Dorantes Martínez was elected to serve as a Institutional Revolutionary Party senator for Hidalgo in the Senate of the Republic as part of the LXIII Legislature of the Mexican Congress on 31 August 2016, replacing David Penchyna Grub, and she took up her seat on 8 March 2016. She was on the Commission for Rural Development as a secretary, was a member of each of the Commission for Communications and Transportation; Commission for Culture; Commission for Treasury and Public Credit; Commission for For Gender Equality and the Commission for Third Work Commission: Treasury and Public Credit; Agriculture and Development; Communications; and, Public Works. Dorantes Martínez left the Senate on 31 August 2018.

She supported the campaign of Omar Fayad for Governor of Hidalgo in June 2016, saying she saw a campaign of commitment and unity that was characteristic of Hidalgo's citizens. Dorantes Martínez supported the 2016 initiative to adjust the Constitution of Mexico to make every Mexico public institution provide disabled people better accessibility and continue protecting their rights. In April 2017, she asked the Mexico City government for a detailed report of traffic violations for analysis of its effectiveness in reducing accidents and in the collection of money in 2016. Dorantes Martínez proposed to the Secretariat of Infrastructure, Communications and Transportation the foundation of a publicly-accessible digital National Atlas of Road Risk to stop criminal incidence and guarantee user safety.

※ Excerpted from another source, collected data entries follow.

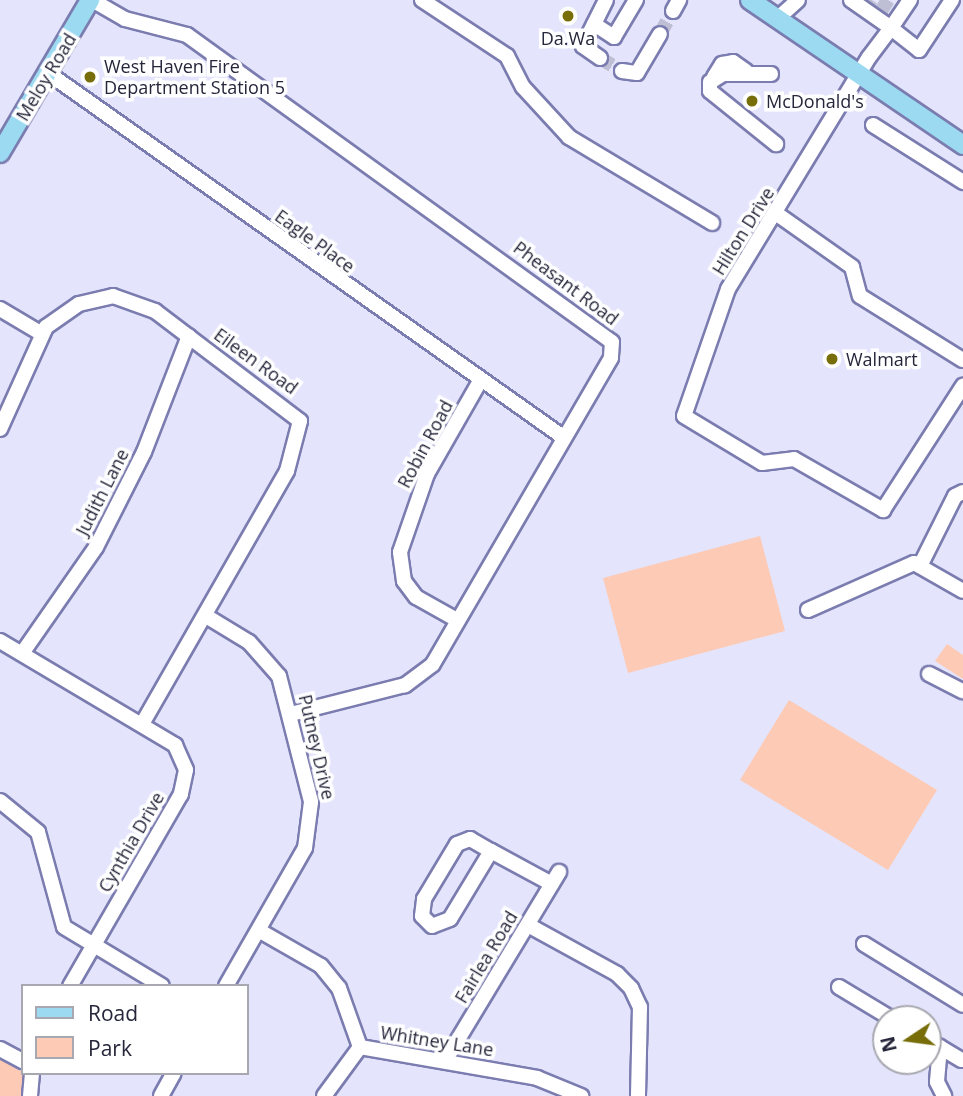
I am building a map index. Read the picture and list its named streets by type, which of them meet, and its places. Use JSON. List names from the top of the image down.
{
  "streets": {
    "main road": ["Meloy Road"],
    "street": [
      "Hilton Drive",
      "Eagle Place",
      "Pheasant Road",
      "Eileen Road",
      "Robin Road",
      "Judith Lane",
      "Putney Drive",
      "Cynthia Drive",
      "Fairlea Road",
      "Whitney Lane"
    ]
  },
  "crossings": [
    ["Meloy Road", "Eagle Place"],
    ["Meloy Road", "Pheasant Road"],
    ["Eagle Place", "Pheasant Road"],
    ["Eagle Place", "Robin Road"],
    ["Pheasant Road", "Robin Road"],
    ["Pheasant Road", "Putney Drive"],
    ["Eileen Road", "Judith Lane"],
    ["Eileen Road", "Putney Drive"],
    ["Eileen Road", "Cynthia Drive"],
    ["Judith Lane", "Cynthia Drive"],
    ["Putney Drive", "Whitney Lane"],
    ["Fairlea Road", "Whitney Lane"]
  ],
  "places": [
    "Da.Wa",
    "West Haven Fire Department Station 5",
    "McDonald's",
    "Walmart"
  ],
  "legend": ["Road", "Park"],
  "north": "left"
}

She presented a point of agreement to rehabilitate Mexico's national beach water for fishing and commerce by creating awareness to swimmers of their sustainable use. Dorantes Martínez voted to pass the General Law of Social Communication into law in April 2018. In June 2018, Dorantes Martínez asked Mexico's federal and state governments to include in their 2019 Expenditure Budget proposals resources for the support of gender equality and asked the Chamber of Deputies and local Congresses to approve gender budgets for the advancement towards substantive equality between men and women in compliance with the 2030 Agenda's Sustainable Development Goals. She demanded PROFECO better surveillance mechanisms and sanction the unjustified increases of the prices of products.